This Review Reprinted In Honor Of Movie Critic Bill Gibron--May 14, 1961--May 11, 2018. Pictured Top Left.
Now with summer behind us, the arrival of fall means weekends attending and watching plenty of football games. Whether they’re college, pro or high school, I’m all over them.
And when it comes to football movies, few move me as much as the 1971 drama
"Brian's Song" starring Billy Dee Williams as Chicago Bears running back, Gale Sayers and James Caan as Brian Piccolo.
I interviewed Billy Dee Williams about four years ago for his brief appearance on “Dancing with the Stars.” We also talked about many of his movies. When I asked him what some of his favorites and most memorable roles were he said portraying Gale Sayers in “Brian’s Song” because it was “such an honest and beautiful, yet tragic story.”
I’ve been sold on "Brian's Song" since the first day I saw it. It is hands down my favorite football movie of all time. I can't count how many times I've seen it, but I never get tired watching it. You can usually catch “Brian’s Song” on TV this time of year. True football, movie fanatics already have it in their collection.
"Brian's Song" is loosely based on Sayers' autobiography, "I am Third" which chronicles his longstanding rivalry and friendship with his teammate, Brian Piccolo who died June 16, 1970 from cancer. Piccolo was just 26-years-old.
The true to life film originally aired in 1971 as a "movie of the week" on ABC television and garnered huge ratings. It won five Emmys, including "Best Dramatic Program.”
"Brian's Song," was written by Emmy Award winning screenwriter William Blinn, ("Fame," "Roots" and "Purple Rain"). It was later released in theaters.
A remake of "Brian's Song" aired on ABC's "The Wonderful World of Disney in 2001. It starred Mekhi Phifer as Sayers and Sean Maher as Piccolo. Though good, it paled in comparison to the original.
Rumor has it that Nicholas Sparks (“Safe Haven” and “The Notebook”) and his production company is considering making another movie about Gayle Sayers and Brian Piccolo.
It will have to be some kind of special to top “Brian’s Song.”
In the original movie Sayers (Williams) plays the reserved and talented running back that arrives at the Bears training camp and tries out for the same position as the brash and cocky Piccolo (Caan). Although both players make the team, Sayers starts and Piccolo has to play second string to him.

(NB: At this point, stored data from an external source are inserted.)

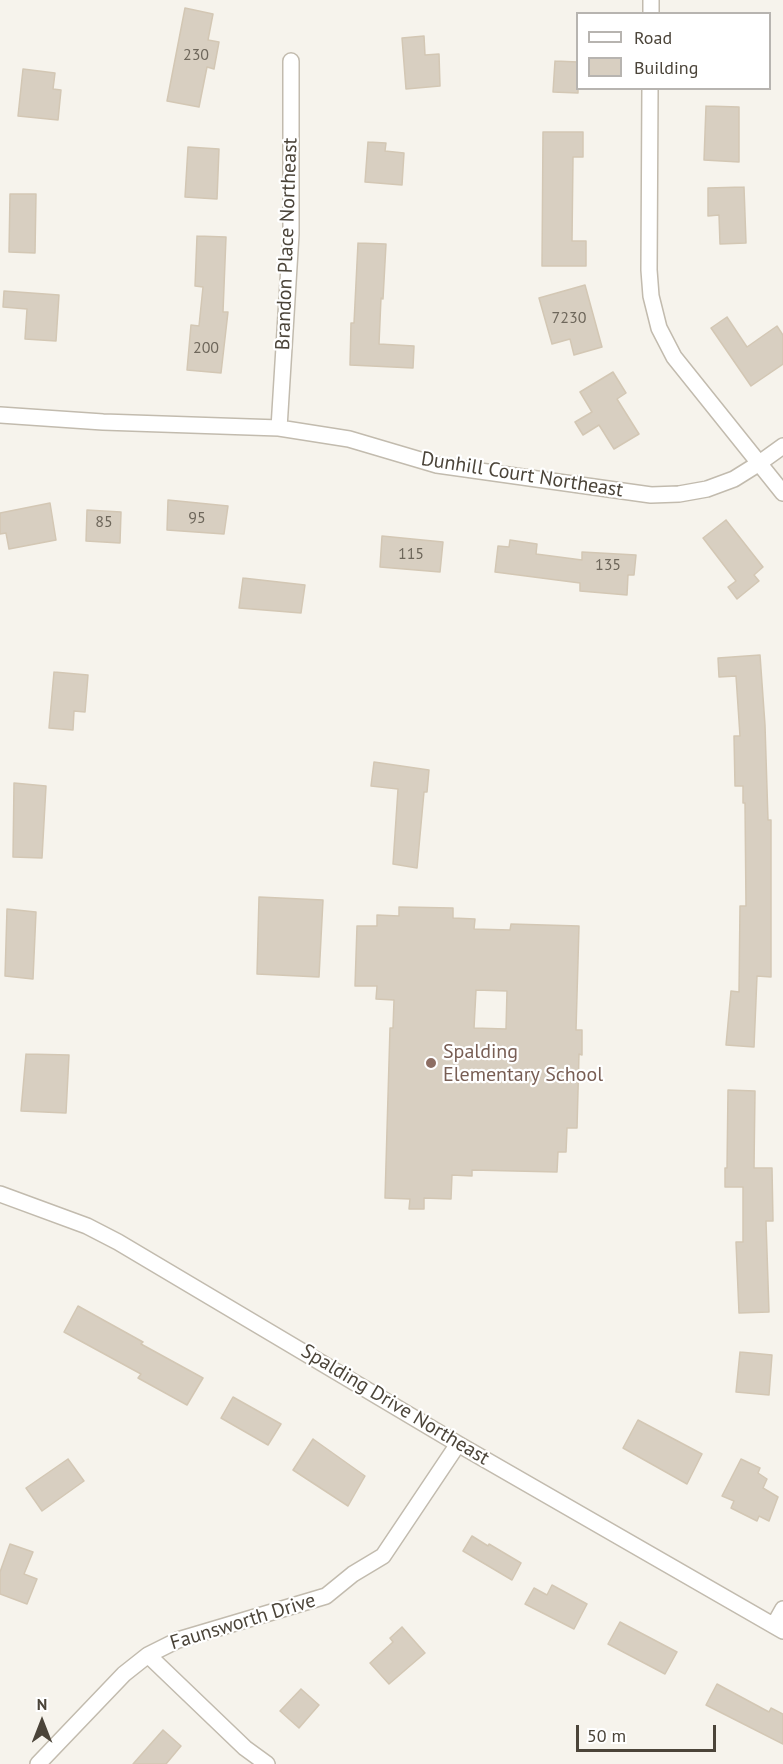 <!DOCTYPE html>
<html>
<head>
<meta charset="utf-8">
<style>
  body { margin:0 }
  #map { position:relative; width:783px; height:1764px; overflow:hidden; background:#f6f3ec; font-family:"PT Sans",sans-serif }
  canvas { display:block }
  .legend { position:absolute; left:576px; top:12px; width:195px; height:78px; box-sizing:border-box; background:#fff; border:2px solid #b7b4b0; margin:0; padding:8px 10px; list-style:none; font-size:18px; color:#4b4439 }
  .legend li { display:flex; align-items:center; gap:12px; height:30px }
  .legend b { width:30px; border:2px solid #b7b4b0 }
  .north { position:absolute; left:12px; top:1692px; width:60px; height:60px; -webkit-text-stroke:4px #fff; paint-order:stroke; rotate:0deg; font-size:16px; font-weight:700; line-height:24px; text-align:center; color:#4b4439 }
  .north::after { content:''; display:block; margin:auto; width:21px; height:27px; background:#4b4439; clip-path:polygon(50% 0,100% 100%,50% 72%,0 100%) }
  .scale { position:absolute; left:576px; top:1725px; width:140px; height:27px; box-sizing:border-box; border:3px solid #4b4439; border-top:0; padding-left:8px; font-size:18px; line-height:21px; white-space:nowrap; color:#4b4439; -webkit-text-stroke:4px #fff; paint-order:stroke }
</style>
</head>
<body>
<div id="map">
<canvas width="783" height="1764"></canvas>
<ul class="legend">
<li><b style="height:8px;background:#fff"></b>Road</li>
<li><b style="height:16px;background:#d8cfc1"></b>Building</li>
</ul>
<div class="north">N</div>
<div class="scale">50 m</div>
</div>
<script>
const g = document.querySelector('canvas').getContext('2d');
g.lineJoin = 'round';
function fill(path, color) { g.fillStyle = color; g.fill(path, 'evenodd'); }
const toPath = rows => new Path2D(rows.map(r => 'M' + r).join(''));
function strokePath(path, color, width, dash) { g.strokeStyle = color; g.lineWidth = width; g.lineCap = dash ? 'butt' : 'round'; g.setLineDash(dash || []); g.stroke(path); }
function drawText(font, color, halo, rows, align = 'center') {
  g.font = font + ' "PT Sans",sans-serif'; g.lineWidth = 4.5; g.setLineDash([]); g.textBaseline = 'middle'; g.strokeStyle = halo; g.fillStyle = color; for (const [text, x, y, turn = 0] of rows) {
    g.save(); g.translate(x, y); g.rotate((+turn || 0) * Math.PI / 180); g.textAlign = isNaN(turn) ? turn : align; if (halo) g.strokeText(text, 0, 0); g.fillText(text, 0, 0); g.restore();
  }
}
const building = toPath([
  [185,8,213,14,208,40,219,42,214,69,207,67,199,107,167,101,185,8],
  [424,36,425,55,439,54,440,86,406,89,402,38,424,36],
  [555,61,578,62,578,93,553,92,555,61],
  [23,69,55,73,53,89,61,90,58,120,18,116,23,69],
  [706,106,739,107,739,162,704,160,706,106],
  [543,132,583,132,583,157,573,157,572,241,586,241,586,266,542,266,543,132],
  [368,142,386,143,385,151,404,153,402,185,365,182,368,142],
  [188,147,219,149,217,199,185,197,188,147],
  [744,187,746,243,720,244,719,215,708,216,708,188,744,187],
  [10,194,36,194,35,253,9,252,10,194],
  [197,236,226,237,223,312,228,312,221,373,187,370,191,325,199,326,203,287,195,286,197,236],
  [358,243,386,244,383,299,381,298,379,344,414,346,413,368,350,365,351,323,354,323,358,243],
  [585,285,602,347,574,355,570,339,552,344,539,298,585,285],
  [4,291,59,295,56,341,25,339,27,309,3,307,4,291],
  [727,317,747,347,777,326,783,335,783,364,751,386,711,328,727,317],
  [613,372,626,393,617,399,639,434,614,449,599,425,583,435,575,422,592,412,580,392,613,372],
  [168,500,228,506,224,534,167,530,168,500],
  [50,503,56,540,9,549,6,533,0,534,0,513,50,503],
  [87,510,121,512,120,543,86,541,87,510],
  [726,520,763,567,754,575,759,581,737,599,728,587,736,581,703,538,726,520],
  [382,536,443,542,440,572,380,567,382,536],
  [510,540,537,544,536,554,582,560,582,552,636,555,634,575,628,575,627,595,580,591,580,583,495,572,498,546,509,547,510,540],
  [243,578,305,585,301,613,239,608,243,578],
  [760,655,765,725,768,820,771,820,771,977,757,976,754,1047,726,1045,731,991,739,992,740,906,746,906,745,803,743,803,743,786,735,786,734,736,740,736,736,676,719,677,718,658,760,655],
  [54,672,88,675,85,712,74,711,73,730,49,728,54,672],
  [374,762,429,770,427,792,424,792,417,868,393,864,398,789,371,786,374,762],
  [14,783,46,786,42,858,13,857,14,783],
  [259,897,323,900,319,977,257,974,259,897],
  [399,907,453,908,453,918,475,919,474,929,510,930,511,924,579,926,576,1030,582,1030,582,1055,579,1054,577,1128,567,1128,566,1152,558,1152,557,1172,472,1170,472,1176,452,1175,451,1199,424,1198,424,1209,409,1209,410,1199,385,1198,390,1028,393,1028,394,1000,376,999,377,986,355,986,357,926,377,926,377,915,399,916,399,907],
  [476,990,507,991,506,1029,474,1028,476,990],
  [7,909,36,912,33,979,5,976,7,909],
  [26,1054,69,1055,66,1113,21,1111,26,1054],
  [728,1090,755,1091,754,1168,772,1168,773,1221,766,1221,769,1312,739,1313,736,1242,743,1242,743,1187,725,1187,725,1168,727,1168,728,1090],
  [78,1306,143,1342,141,1344,203,1378,187,1405,138,1378,141,1374,64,1332,78,1306],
  [740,1352,772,1355,769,1395,736,1392,740,1352],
  [233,1397,281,1424,268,1445,221,1418,233,1397],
  [638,1420,702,1454,687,1484,623,1448,638,1420],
  [313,1439,365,1476,348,1506,293,1470,313,1439],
  [68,1459,84,1481,42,1511,26,1488,68,1459],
  [741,1459,760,1468,758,1473,767,1479,763,1488,778,1497,769,1521,759,1516,757,1521,731,1508,734,1501,722,1496,741,1459],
  [472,1536,488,1546,489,1544,521,1563,512,1580,463,1551,472,1536],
  [10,1544,33,1552,24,1574,37,1579,27,1604,0,1594,0,1572,10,1544],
  [552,1585,587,1604,574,1629,525,1604,534,1588,547,1595,552,1585],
  [620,1622,677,1652,665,1674,608,1644,620,1622],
  [402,1627,425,1653,389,1684,370,1663,393,1642,390,1638,402,1627],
  [717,1684,769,1712,771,1708,783,1714,783,1744,706,1705,717,1684],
  [301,1689,319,1705,299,1728,280,1711,301,1689],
  [163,1730,181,1746,166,1764,133,1764,163,1730]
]);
const minor = toPath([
  [651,14,651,0],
  [650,88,649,270,651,296,659,328,674,357,783,493],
  [0,415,103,422,279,428,349,439,437,465,651,495,679,494,707,489,734,479,758,464,783,446],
  [279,428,291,234,291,61],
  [0,1194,87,1226,118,1242,458,1444,783,1631],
  [774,1625,783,1609],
  [148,1655,245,1748,267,1764],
  [38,1764,124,1674,148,1655,178,1640,326,1596,353,1574,383,1556,458,1444]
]);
const markers = [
  [431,1063,6,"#8d6e63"]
];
const numberNames = [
  ["230",196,55],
  ["7230",569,318],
  ["200",206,348],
  ["95",197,518],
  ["85",104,522],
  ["115",411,554],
  ["135",608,565]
];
const streetNames = [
  ["Brandon Place Northeast",287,244,-88],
  ["Dunhill Court Northeast",522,475,9],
  ["Spalding Drive Northeast",395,1405,31],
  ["Faunsworth Drive",243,1622,-17]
];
const educationNames = [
  ["Spalding",443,1052],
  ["Elementary School",443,1075]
];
fill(building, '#d8cfc1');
strokePath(building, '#d3c7b4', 1.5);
strokePath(minor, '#c2bbae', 18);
strokePath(minor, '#fff', 15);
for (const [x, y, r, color] of markers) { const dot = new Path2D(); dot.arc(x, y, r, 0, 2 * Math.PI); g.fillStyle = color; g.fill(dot); strokePath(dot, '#fff', 2); }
drawText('16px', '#6e675b', null, numberNames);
drawText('20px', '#4b4439', '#fff', streetNames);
drawText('20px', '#785e54', '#fff', educationNames, 'left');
</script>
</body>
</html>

Despite the tension this creates, over time the two men forge a remarkable friendship. It gets truly tested when a knee injury sidelines Sayers and Piccolo discovers he's dying.

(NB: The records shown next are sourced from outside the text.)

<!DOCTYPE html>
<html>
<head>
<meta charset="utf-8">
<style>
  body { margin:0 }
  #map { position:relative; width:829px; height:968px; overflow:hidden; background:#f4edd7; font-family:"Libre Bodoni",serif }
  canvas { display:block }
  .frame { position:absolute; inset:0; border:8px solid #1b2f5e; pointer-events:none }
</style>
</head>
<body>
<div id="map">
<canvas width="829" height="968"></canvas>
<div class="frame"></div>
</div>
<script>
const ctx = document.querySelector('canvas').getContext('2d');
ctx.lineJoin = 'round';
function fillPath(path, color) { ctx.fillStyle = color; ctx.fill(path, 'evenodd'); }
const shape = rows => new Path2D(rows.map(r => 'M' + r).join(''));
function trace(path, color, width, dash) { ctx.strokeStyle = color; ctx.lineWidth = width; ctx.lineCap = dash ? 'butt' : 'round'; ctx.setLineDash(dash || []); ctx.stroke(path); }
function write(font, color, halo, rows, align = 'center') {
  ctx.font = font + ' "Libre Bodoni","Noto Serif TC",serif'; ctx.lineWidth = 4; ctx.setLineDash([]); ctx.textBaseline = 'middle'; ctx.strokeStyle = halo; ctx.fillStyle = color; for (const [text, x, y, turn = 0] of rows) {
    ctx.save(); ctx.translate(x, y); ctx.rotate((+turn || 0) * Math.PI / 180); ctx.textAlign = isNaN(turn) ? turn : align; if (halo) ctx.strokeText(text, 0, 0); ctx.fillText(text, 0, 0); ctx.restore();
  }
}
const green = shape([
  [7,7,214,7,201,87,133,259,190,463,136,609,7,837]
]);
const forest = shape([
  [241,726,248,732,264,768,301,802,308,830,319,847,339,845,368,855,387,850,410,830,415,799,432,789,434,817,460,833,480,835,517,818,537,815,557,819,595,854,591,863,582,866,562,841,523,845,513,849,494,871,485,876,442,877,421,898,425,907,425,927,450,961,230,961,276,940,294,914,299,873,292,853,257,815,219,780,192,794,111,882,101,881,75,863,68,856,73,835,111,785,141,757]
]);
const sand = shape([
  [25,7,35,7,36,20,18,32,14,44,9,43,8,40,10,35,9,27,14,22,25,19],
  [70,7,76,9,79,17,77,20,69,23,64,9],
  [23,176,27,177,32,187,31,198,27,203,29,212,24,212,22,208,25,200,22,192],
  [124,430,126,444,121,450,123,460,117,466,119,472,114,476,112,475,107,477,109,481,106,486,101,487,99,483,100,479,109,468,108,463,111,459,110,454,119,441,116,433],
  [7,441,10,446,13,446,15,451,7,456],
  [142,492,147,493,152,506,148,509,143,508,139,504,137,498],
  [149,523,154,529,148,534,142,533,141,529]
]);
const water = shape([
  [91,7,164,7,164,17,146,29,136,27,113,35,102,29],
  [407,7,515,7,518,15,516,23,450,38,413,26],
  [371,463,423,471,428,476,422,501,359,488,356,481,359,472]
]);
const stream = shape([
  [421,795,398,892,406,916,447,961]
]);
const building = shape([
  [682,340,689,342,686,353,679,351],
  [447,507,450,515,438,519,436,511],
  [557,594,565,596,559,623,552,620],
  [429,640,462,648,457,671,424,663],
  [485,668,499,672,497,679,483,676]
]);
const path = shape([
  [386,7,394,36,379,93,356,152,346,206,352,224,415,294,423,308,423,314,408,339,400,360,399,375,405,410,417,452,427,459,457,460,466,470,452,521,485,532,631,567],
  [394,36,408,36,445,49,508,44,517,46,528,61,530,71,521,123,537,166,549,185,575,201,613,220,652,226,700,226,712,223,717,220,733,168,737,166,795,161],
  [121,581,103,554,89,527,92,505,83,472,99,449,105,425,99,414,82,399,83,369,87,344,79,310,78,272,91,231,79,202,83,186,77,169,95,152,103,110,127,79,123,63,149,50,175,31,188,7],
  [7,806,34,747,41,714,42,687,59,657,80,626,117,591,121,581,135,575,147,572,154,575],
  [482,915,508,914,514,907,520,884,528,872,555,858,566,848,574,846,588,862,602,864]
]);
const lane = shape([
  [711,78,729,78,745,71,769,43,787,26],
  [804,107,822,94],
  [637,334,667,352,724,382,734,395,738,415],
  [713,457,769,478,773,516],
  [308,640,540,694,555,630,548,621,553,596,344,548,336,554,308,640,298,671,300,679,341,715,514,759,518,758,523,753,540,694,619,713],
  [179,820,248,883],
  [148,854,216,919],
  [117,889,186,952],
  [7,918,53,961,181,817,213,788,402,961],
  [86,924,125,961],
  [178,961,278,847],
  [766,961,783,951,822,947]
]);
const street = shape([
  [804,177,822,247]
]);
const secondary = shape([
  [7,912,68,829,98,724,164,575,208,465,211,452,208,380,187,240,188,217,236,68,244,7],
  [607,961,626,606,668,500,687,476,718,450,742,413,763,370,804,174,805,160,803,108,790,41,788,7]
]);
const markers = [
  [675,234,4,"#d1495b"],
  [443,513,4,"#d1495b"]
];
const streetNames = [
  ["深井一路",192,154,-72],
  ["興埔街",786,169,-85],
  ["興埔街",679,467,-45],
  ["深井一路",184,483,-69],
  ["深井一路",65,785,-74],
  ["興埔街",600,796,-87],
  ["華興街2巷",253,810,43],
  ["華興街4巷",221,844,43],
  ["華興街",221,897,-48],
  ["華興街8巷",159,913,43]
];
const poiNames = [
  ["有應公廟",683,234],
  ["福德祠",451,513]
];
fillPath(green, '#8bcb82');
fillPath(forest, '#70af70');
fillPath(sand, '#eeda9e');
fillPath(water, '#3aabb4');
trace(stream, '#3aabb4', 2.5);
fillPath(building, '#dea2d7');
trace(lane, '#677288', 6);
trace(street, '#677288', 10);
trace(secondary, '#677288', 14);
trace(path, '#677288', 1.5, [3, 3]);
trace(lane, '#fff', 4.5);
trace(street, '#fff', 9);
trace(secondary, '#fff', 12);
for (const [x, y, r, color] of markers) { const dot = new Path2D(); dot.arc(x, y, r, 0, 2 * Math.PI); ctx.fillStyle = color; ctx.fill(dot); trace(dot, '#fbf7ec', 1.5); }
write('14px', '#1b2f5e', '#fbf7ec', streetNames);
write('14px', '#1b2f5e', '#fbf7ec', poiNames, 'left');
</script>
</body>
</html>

While there are many great scenes in "Brian's Song," Williams' awards tribute speech honoring Piccolo is one of the most gut-wrenching and memorable. It gets me every single time.
Not only do Williams and Caan give outstanding performances, but the movie also features an impressive supporting cast that includes: Jack Warden who plays owner/coach George "Papa Bear" Halas, Bernie Casey and even some of the actual Chicago Bears football players and coaches like Abe Gibron, (pictured/orange shirt and black hat) Jack Concannon, Ed O'Bradovich and Dick Butkus.
By the way, Abe Gibron’s son, Bill Gibron is a renowned movie critic/writer who has occasionally contributed reviews to N2Entertainment.net.
It wasn’t until this year when Bill (Gibron) posted some terrific football pics of his late, great dad on Facebook that I made the connection they were related.
In addition to playing for the the Chicago Bears, Abe (Gibron) coached the team from 1970-74. With all the NFL career achievements and awards Abe Gibron racked up during his coaching and playing stints with teams such as the Buffalo Bills, Cleveland Browns, Washington Redskins and Philadelphia Eagles, you could probably make a movie about him too.
However, after 47-years, "Brian's Song" still stands as one of the best football movies ever made.